A characteristic feature of corporate enterprise is the separation between ownership and management as a corollary of which the latter enjoys substantial autonomy in regard to the affairs of the firm. With widely diffused ownership, scattered and ill-organised shareholders hardly exercise any control/influence on management, which may be inclined to act in its own interests rather than those of the owners. However shareholders as owners of the enterprise have the right to change the management. Due to the threat of being dislodged for poor performance, the management would have a natural inclination to achieve a minimum acceptable level of performance to satisfy the shareholders requirements/ goals, while focussing primarily on their own personal goals. Thus in furtherance of their objective of survival, management would aim at satisfying instead of maximising shareholders’ wealth.

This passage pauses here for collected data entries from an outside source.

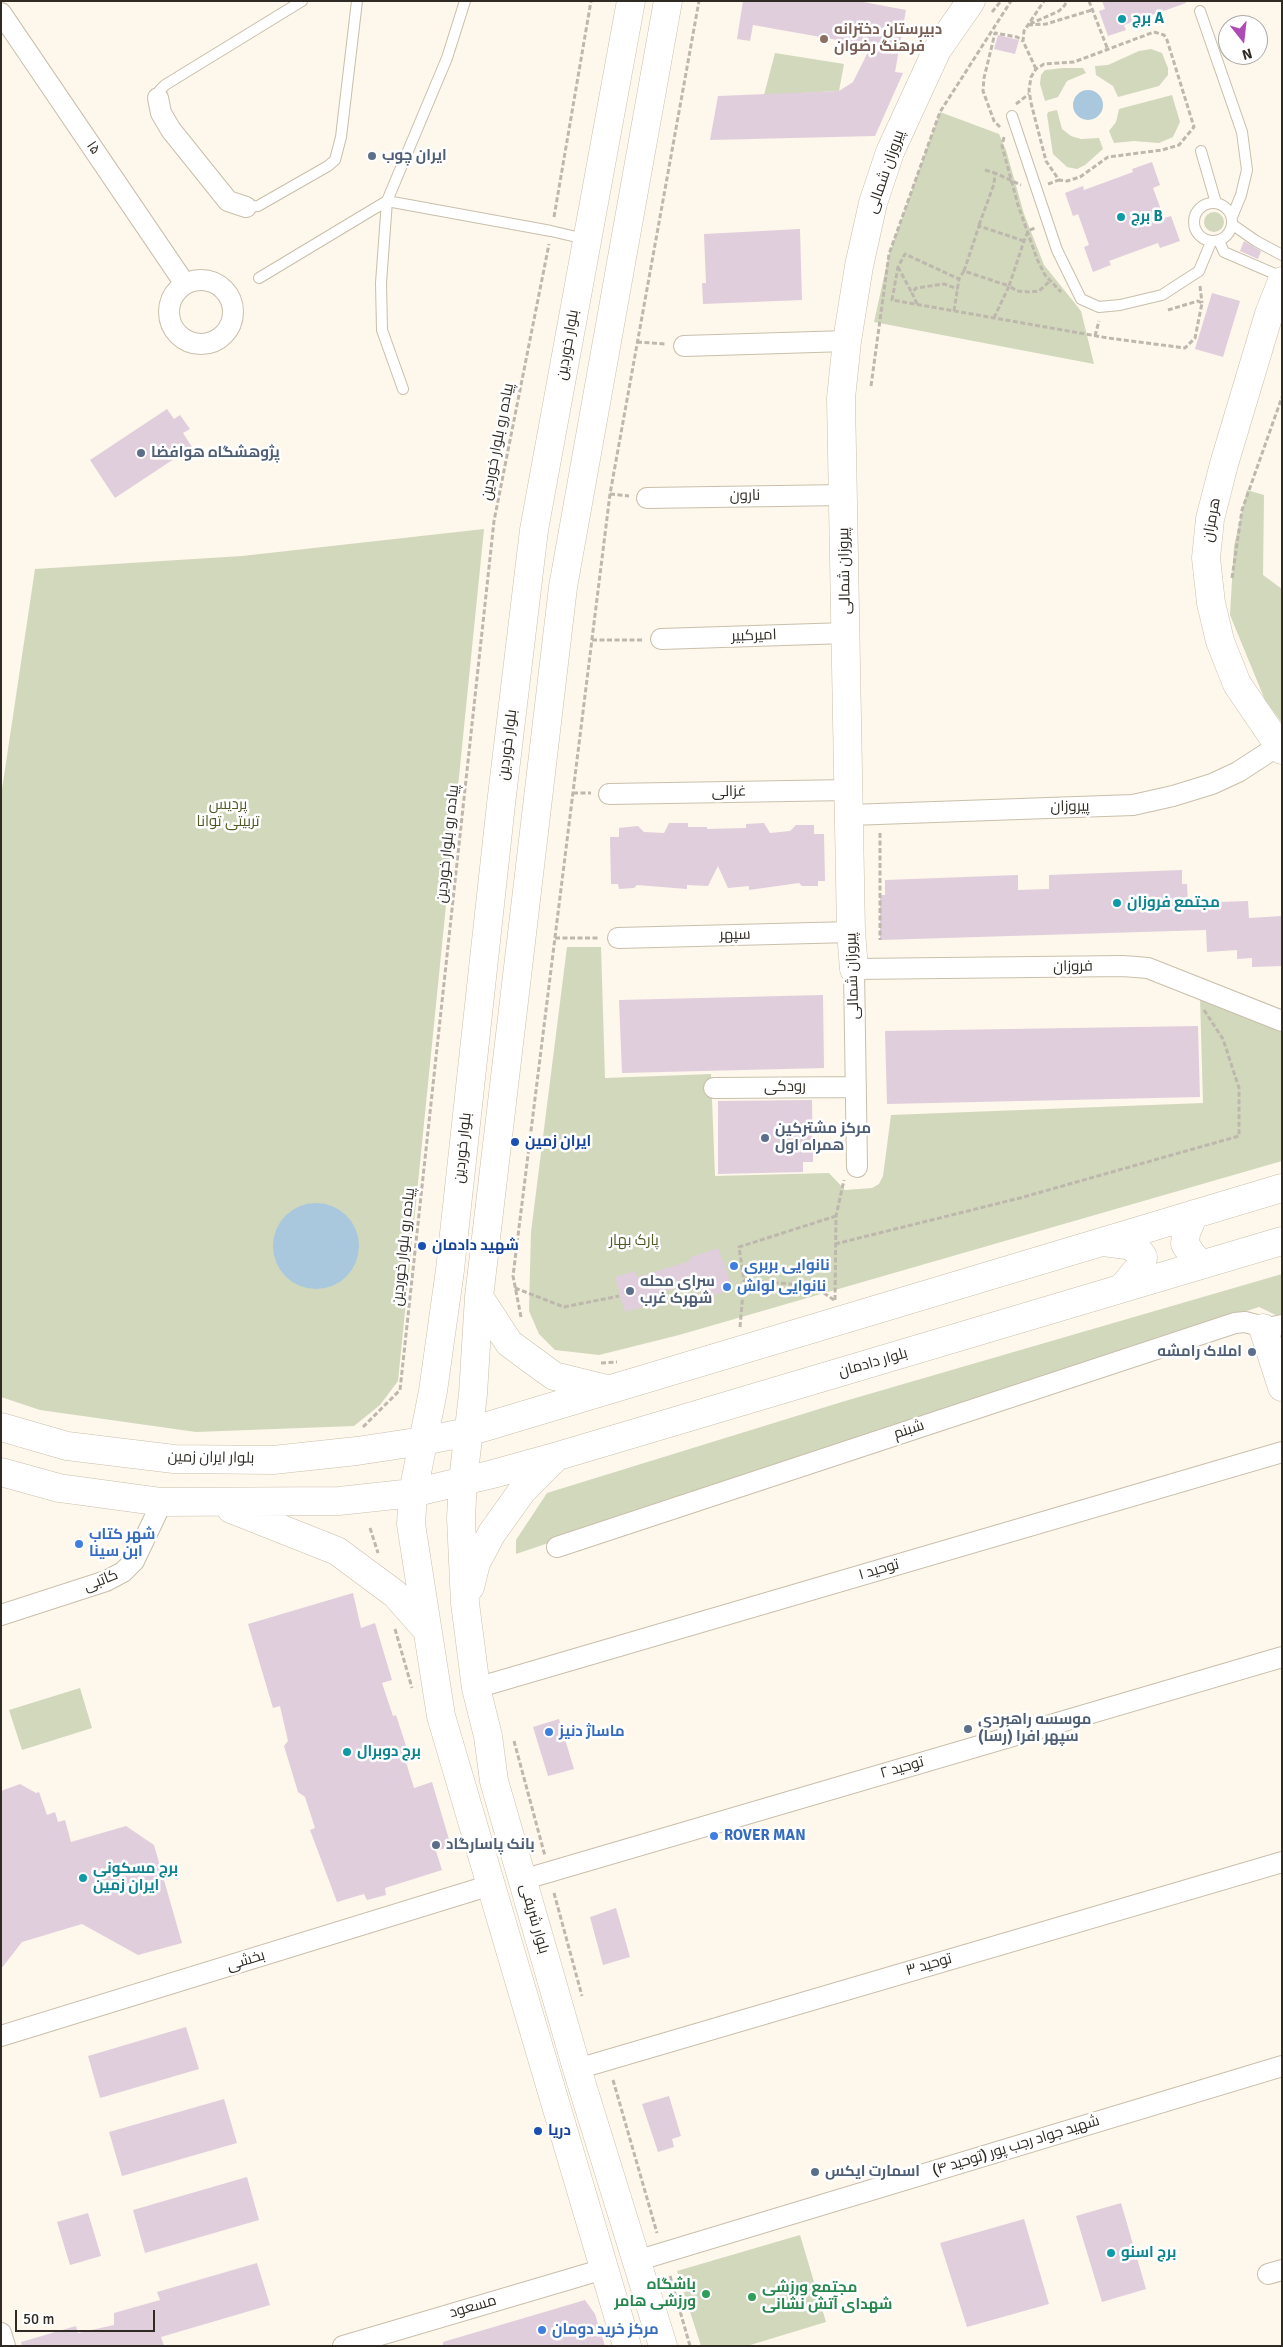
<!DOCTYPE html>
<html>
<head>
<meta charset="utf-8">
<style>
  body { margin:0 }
  #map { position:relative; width:1283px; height:2347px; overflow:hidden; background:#fef7eb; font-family:Signika,sans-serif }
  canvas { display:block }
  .frame { position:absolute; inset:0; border:2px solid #2f2b24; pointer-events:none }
  .north { position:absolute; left:1218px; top:15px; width:50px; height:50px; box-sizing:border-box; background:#fff; border:1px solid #acaaa7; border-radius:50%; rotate:164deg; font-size:14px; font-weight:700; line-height:20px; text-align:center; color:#2f2b24 }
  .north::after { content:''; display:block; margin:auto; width:18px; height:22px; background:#ac4cb4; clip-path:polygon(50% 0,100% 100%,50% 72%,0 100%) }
  .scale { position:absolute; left:15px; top:2310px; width:140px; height:22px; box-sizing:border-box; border:2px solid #2f2b24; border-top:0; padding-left:6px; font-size:15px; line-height:18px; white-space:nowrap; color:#2f2b24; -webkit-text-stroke:4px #fff; paint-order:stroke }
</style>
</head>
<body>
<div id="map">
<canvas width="1283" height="2347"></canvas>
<div class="frame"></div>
<div class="north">N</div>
<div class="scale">50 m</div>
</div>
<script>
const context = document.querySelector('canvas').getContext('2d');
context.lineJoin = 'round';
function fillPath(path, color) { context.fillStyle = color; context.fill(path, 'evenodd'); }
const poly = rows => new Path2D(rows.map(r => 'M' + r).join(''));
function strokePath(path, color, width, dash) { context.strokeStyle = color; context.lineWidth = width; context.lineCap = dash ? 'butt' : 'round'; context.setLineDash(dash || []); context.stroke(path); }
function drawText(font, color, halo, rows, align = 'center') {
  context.font = font + ' Signika,Cairo,sans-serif'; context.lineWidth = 5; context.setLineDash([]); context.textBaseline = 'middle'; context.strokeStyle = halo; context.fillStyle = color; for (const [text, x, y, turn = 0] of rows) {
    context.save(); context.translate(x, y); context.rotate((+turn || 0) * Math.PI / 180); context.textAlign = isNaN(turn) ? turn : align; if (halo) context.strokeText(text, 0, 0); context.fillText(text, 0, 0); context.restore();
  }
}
const green = poly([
  [1151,49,1162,53,1168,68,1168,75,1159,86,1118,97,1113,86,1096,75,1095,66,1108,65,1139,51],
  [775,53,844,64,839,91,764,95],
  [1063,68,1083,68,1086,73,1067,81,1058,97,1045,101,1040,84,1041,75,1045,70],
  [1172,95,1180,122,1173,137,1159,143,1134,141,1114,143,1109,131,1116,122,1119,109],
  [1057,110,1062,129,1071,136,1081,139,1099,138,1103,149,1085,165,1077,169,1067,167,1053,154,1047,115,1048,112],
  [940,112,999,134,1006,150,1024,214,1044,265,1081,311,1094,364,874,322,889,254],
  '1204 222a10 10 0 1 1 20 0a10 10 0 1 1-20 0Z',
  [1247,490,1264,495,1263,575,1282,589,1282,723,1265,700,1230,615,1234,546],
  [484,529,398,1381,380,1405,354,1426,196,1432,40,1410,1,1397,1,796,35,569,242,556],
  [567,947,601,947,605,1078,711,1074,715,1176,829,1173,845,1190,872,1188,879,1184,883,1176,891,1115,1203,1103,1200,997,1282,1032,1282,1161,679,1335,599,1355,555,1350,539,1334,529,1311,531,1232],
  [1282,1274,1282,1318,1259,1307,778,1465,516,1554,516,1540,547,1493,845,1401],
  [80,1688,92,1728,22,1750,9,1710],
  [800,2235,826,2322,747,2346,701,2346,677,2271]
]);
const water = poly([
  '1073 105a15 15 0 1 1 30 0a15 15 0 1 1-30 0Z',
  '273 1246a43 43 0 1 1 86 0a43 43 0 1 1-86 0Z'
]);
const building = poly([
  [743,1,858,1,906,10,895,72,903,73,875,136,710,140,718,96,839,91,853,82,871,46,753,25,750,41,737,39],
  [1102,1,1186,1,1186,3,1124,25,1126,30,1108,36,1099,11,1105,9],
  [998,35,1019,40,1015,54,994,49],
  [1152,162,1160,185,1153,188,1164,218,1171,216,1180,241,1160,248,1158,243,1109,261,1111,265,1093,272,1084,247,1089,245,1078,214,1073,216,1065,193,1083,186,1084,190,1133,172,1132,169],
  [800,229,802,300,703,304,702,283,706,283,704,234],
  [1244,241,1261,251,1258,259,1240,251],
  [1212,293,1240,301,1223,357,1195,349],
  [167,409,174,419,180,415,190,429,183,433,192,447,115,498,90,460],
  [669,823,688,823,688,827,707,827,707,829,746,828,746,824,764,823,770,833,790,831,796,825,814,825,814,834,824,834,825,881,818,881,818,886,802,886,799,883,749,890,749,886,728,888,718,866,708,886,687,885,687,889,637,885,634,888,619,889,618,884,611,884,610,837,619,837,619,828,638,826,644,832,664,833],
  [1182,870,1182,884,1187,884,1188,903,1248,901,1249,918,1282,916,1282,966,1252,967,1252,958,1237,959,1237,950,1207,952,1206,930,880,940,880,895,885,895,885,880,1018,875,1018,890,1049,889,1049,875],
  [823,995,824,1068,622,1073,619,1000],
  [1198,1026,1200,1097,887,1104,885,1031],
  [812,1100,813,1162,803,1162,803,1172,718,1174,718,1101],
  [718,1248,733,1288,704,1299,697,1282,643,1298,646,1306,625,1312,615,1277,635,1271,637,1277,690,1261,689,1258],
  [353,1593,361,1628,375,1623,392,1680,382,1683,393,1716,396,1715,410,1758,405,1759,414,1788,432,1782,451,1846,436,1851,442,1870,385,1888,386,1895,367,1900,364,1894,337,1902,310,1830,315,1828,305,1797,298,1792,284,1746,288,1741,280,1706,273,1708,248,1624],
  [559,1719,574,1769,548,1776,533,1727],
  [20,1784,36,1793,39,1792,47,1815,55,1812,58,1822,65,1820,71,1842,126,1826,154,1845,182,1943,138,1955,82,1924,22,1942,1,1969,1,1791],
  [616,1908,630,1957,603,1965,590,1917],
  [186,2027,199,2069,100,2098,88,2056],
  [669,2096,681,2136,672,2139,674,2147,658,2152,642,2104],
  [224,2099,237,2143,122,2176,109,2132],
  [247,2177,259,2220,145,2253,133,2210],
  [1121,2203,1146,2289,1102,2302,1076,2216],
  [88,2213,101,2256,70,2265,57,2222],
  [1024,2219,1049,2304,967,2327,940,2243],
  [257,2263,270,2305,161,2337,164,2346,22,2346,21,2342,76,2326,78,2333,114,2325,114,2313,160,2300,157,2292],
  [585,2300,595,2314,605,2346,443,2346,443,2342]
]);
const path = poly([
  [1089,1,1108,50],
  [992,12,1001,1],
  [1030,24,1059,11,1065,5,1066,1],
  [1028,25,1046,24,1092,10],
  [1154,32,1164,35,1167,40,1194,127,1179,145,1162,150,1108,157,1080,177,1067,181,1059,180,1046,161,1031,103,1029,90,1031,77,1036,69,1044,64,1074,62,1154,32],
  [1036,69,1023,41,1024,31,1044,1],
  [1016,104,1029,94],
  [1000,127,994,121,983,91,984,78,995,33,1017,37,1023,41],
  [1004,137,1002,146,1018,205,1037,259,1045,275,1061,292],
  [985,170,995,173],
  [1048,184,1059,180],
  [554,217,591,1],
  [979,225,994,184,995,173,1021,185],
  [1024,241,979,226,964,271,1009,286,1024,241,1028,231,1035,228],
  [898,267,912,293],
  [964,271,959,279,905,254,898,267,892,300,1108,338,1185,348,1195,338,1202,303,1198,301,1168,310],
  [1200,286,1202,303],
  [917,304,912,293,916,288,944,284,958,289],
  [954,311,959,279],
  [994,318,1009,286,1017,291,1030,292,1039,291,1051,280],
  [1095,336,1099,321],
  [637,342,666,344],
  [871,386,889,254,940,112,1011,1],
  [610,494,629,496],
  [1232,578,1242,510,1282,397],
  [592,640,643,640],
  [573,793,591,793],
  [880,833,880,940],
  [555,938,600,938],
  [835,1244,1020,1198,1239,1136,1239,1088,1223,1039,1204,1010],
  [515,1288,564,1307,619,1296],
  [834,1300,814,1286,744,1280,739,1247,836,1216],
  [835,1300,836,1216,844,1180],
  [521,1317,513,1276,610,494,699,1],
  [740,1327,744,1280],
  [601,1363,617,1362],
  [363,1427,400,1390,494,521,549,244],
  [370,1528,378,1553],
  [395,1629,412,1688],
  [514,1741,545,1856],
  [554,1893,582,1996],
  [613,2080,657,2233],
  [670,2276,690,2346]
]);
const lane = poly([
  [1200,11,1242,132,1247,170,1241,195,1232,217],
  [158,98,160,90,165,85,302,1],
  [1012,116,1057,250,1081,299,1099,307,1120,305,1162,295,1199,271,1211,242],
  [1201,151,1216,203],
  '1194 222a19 19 0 1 1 38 0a19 19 0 1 1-38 0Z',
  [246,207,258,206,328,166,335,160,341,137,357,1],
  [1233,225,1256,241,1282,255],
  [1219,241,1224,252,1282,277],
  [259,278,387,201,551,231,585,239],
  [403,389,382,330,381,283,387,201,447,58,465,1]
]);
const street = poly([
  [1,13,185,284],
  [158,98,161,113,171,130,228,201,246,207],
  '169 312a32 32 0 1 1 64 0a32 32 0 1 1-64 0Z',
  [684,346,847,341],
  [647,498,844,495],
  [661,639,846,633],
  [609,794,849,790],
  [850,815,1133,805,1173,796,1212,784,1238,772,1278,746],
  [618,938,851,932],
  [714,1088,856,1087],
  [857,1167,854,969,1123,966,1148,968,1282,1021],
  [557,1547,1235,1323,1245,1322,1268,1328,1282,1325],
  [1,1615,106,1581,123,1572,134,1561,162,1502],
  [476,1688,1282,1452],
  [522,1880,1282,1657],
  [1,2036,491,1885],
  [577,2069,1282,1862],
  [636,2261,1282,2066],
  [1268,2274,1282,2270],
  [1,2333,5,2346],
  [343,2346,604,2269]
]);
const secondary = poly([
  [1282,281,1269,314,1224,464,1210,519,1206,558,1211,603,1220,641,1237,684,1282,750],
  [854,969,851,932,841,398,847,341,859,266,873,203,890,152,937,50,971,1],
  [1194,1214,1186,1233,1185,1244,1192,1255,1201,1264],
  [1103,1242,1127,1245,1138,1250,1143,1257,1142,1264,1122,1288],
  [479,1297,509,1343,532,1360,554,1376,607,1389],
  [1263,1328,1282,1387],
  [1,1427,67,1446,174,1459,273,1460,357,1451,423,1441,468,1432,1282,1188],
  [1,1472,59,1488,162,1502,339,1501,413,1493,493,1474,558,1456,1282,1241],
  [231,1509,337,1551,395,1594,426,1629],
  [470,1587,476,1563,492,1533,522,1491,555,1458],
  [627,2346,441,1716,411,1524,413,1493,433,1391,450,1270,501,804,534,530,631,1],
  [663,2346,577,2069,494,1781,488,1736,476,1688,465,1603,461,1518,463,1481,473,1394,479,1297,563,587,668,1]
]);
const markers = [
  [1122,19,5,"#0f9aa8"],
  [824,39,5,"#8d6e63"],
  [372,156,5,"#5c6f8a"],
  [1121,217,5,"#0f9aa8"],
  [141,453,5,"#5c6f8a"],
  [1117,903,5,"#0f9aa8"],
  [765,1138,5,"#5c6f8a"],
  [515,1142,5,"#1a4fb4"],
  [422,1246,5,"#1a4fb4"],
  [734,1266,5,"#3f7fe0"],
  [727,1287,5,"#3f7fe0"],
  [630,1291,5,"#5c6f8a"],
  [1252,1352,5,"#5c6f8a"],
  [79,1544,5,"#3f7fe0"],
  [968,1729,5,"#5c6f8a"],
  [549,1732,5,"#3f7fe0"],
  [347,1752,5,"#0f9aa8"],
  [714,1836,5,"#3f7fe0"],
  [436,1845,5,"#5c6f8a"],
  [83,1878,5,"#0f9aa8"],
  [538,2131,5,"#1a4fb4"],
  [815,2172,5,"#5c6f8a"],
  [1111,2253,5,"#0f9aa8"],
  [706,2294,5,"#2e9e5b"],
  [752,2297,5,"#2e9e5b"],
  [542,2330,5,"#3f7fe0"]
];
const cultureNames = [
  ["برج A",1132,19],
  ["برج B",1131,217],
  ["مجتمع فروزان",1127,903],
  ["برج دوبرال",357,1752],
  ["برج مسکونی",93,1869],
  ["ایران زمین",93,1886],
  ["برج اسنو",1121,2253]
];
const educationNames = [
  ["دبیرستان دخترانه",834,30],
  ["فرهنگ رضوان",834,47]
];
const streetNames = [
  ["۱۵",93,148,56],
  ["پیروزان شمالی",886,172,-71],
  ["بلوار خوردین",568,345,-80],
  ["پیاده رو بلوار خوردین",498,442,-79],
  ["نارون",745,496,-1],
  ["هرمزان",1212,520,-80],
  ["پیروزان شمالی",845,571,-91],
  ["امیرکبیر",754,636,-2],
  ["بلوار خوردین",508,745,-83],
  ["غزالی",729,792,-1],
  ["پیروزان",1070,807,-1],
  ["پیاده رو بلوار خوردین",448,844,-84],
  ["سپهر",735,935,-1],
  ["فروزان",1073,967,-1],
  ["پیروزان شمالی",853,976,-92],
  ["رودکی",785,1087,-1],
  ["بلوار خوردین",463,1148,-84],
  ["پیاده رو بلوار خوردین",404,1247,-84],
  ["بلوار دادمان",873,1363,-16],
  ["شبنم",909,1430,-18],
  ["بلوار ایران زمین",211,1458,1],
  ["توحید ۱",879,1570,-16],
  ["کاتبی",101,1581,-22],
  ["توحید ۲",902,1768,-16],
  ["بلوار شریفی",534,1919,74],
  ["بخشی",246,1961,-17],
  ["توحید ۳",929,1965,-16],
  ["شهید جواد رجب پور (توحید ۴)",1016,2146,-17],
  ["مسعود",473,2307,-16]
];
const serviceNames = [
  ["ایران چوب",382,156],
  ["پژوهشگاه هوافضا",151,453],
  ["مرکز مشترکین",775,1129],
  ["همراه اول",775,1146],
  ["سرای محله",640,1282],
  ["شهرک غرب",640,1299],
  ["املاک رامشه",1242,1352,"right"],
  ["موسسه راهبردی",978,1720],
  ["سپهر افرا (رسا)",978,1737],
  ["بانک پاسارگاد",446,1845],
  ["اسمارت ایکس",825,2172]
];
const parkNames = [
  ["پردیس",228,805],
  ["تربیتی توانا",228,822],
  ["پارک بهار",634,1241]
];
const transitNames = [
  ["ایران زمین",525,1142],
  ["شهید دادمان",432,1246],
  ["دریا",548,2131]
];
const shopNames = [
  ["نانوایی بربری",744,1266],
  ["نانوایی لواش",737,1287],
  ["شهر کتاب",89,1535],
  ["ابن سینا",89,1552],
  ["ماساژ دنیز",559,1732],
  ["ROVER MAN",724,1836],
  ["مرکز خرید دومان",552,2330]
];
const leisureNames = [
  ["باشگاه",696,2285],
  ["ورزشی هامر",696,2302],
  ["مجتمع ورزشی",762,2288,"left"],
  ["شهدای آتش نشانی",762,2305,"left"]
];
fillPath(green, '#d2d8bc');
fillPath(water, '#a9c8dd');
fillPath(building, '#e1cedd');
strokePath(lane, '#c9bfab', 12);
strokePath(street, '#c9bfab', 22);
strokePath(secondary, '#c9bfab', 29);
strokePath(path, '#beb7ad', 3, [5, 2.5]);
strokePath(lane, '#fff', 10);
strokePath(street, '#fff', 20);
strokePath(secondary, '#fff', 28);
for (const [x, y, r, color] of markers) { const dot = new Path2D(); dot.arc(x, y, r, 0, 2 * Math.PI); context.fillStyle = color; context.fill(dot); strokePath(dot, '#fff', 2); }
drawText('bold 15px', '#0d838f', '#fff', cultureNames, 'left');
drawText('bold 15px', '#785e54', '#fff', educationNames, 'left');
drawText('15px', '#2f2b24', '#fff', streetNames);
drawText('bold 15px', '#4e5e75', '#fff', serviceNames, 'left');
drawText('15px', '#525925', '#fff', parkNames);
drawText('bold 15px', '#164399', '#fff', transitNames, 'left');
drawText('bold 15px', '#366cbe', '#fff', shopNames, 'left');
drawText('bold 15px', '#27864d', '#fff', leisureNames, 'right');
</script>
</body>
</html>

However, the conflicting goals of management objective of survival and maximising owners value/wealth can be harmonised. The shareholders delegate the decision-making authority to professional management on the premise that the latter will work in the best interest of the former, that is, management is an agent of the owners. In order to ensure that management would take optimal decisions compatible with the shareholders’ interest of value maximisation and minimise agency problems in terms of conflicts of interest, two remedial measures commend themselves:

  1. Provision of appropriate incentives and
  2. Monitoring of agents/managers


  1. Incentives to management: the incentive given to management is of various types. Some of them are as follows

i)                    Stock options: confer on management the right to acquire shares of the enterprise at a special/concessional price

ii)                  Performance shares are given based on the performance of the management as reflected in rates of return.

iii)                Cash bonus- linked to specified performance targets

iv)                Perquisites- such as company car, expensive offices and fringe benefits

These incentives are closely related to the stake of management in the ownership of the company. They promote congruence between the personal goals of management and the interests of the owners.


  1. Monitoring of managers:

Since management accounts for a small portion of the ownership of the enterprise, they would not be oriented to the maximisation of the value of the shareholders. Monitoring of the activities of management can be done by:

i)                    Bonding the agent

ii)                  Auditing financial statements and limiting decision making by the management

In case of bonding, the enterprise obtains a fidelity bond from a bonding company to the effect that the latter will compensate the former up to a certain specified amount of losses caused by dishonest acts of managers. The audit and control procedures and limiting managerial decisions are intended to ensure that the actions of management sub serve the interests of shareholders.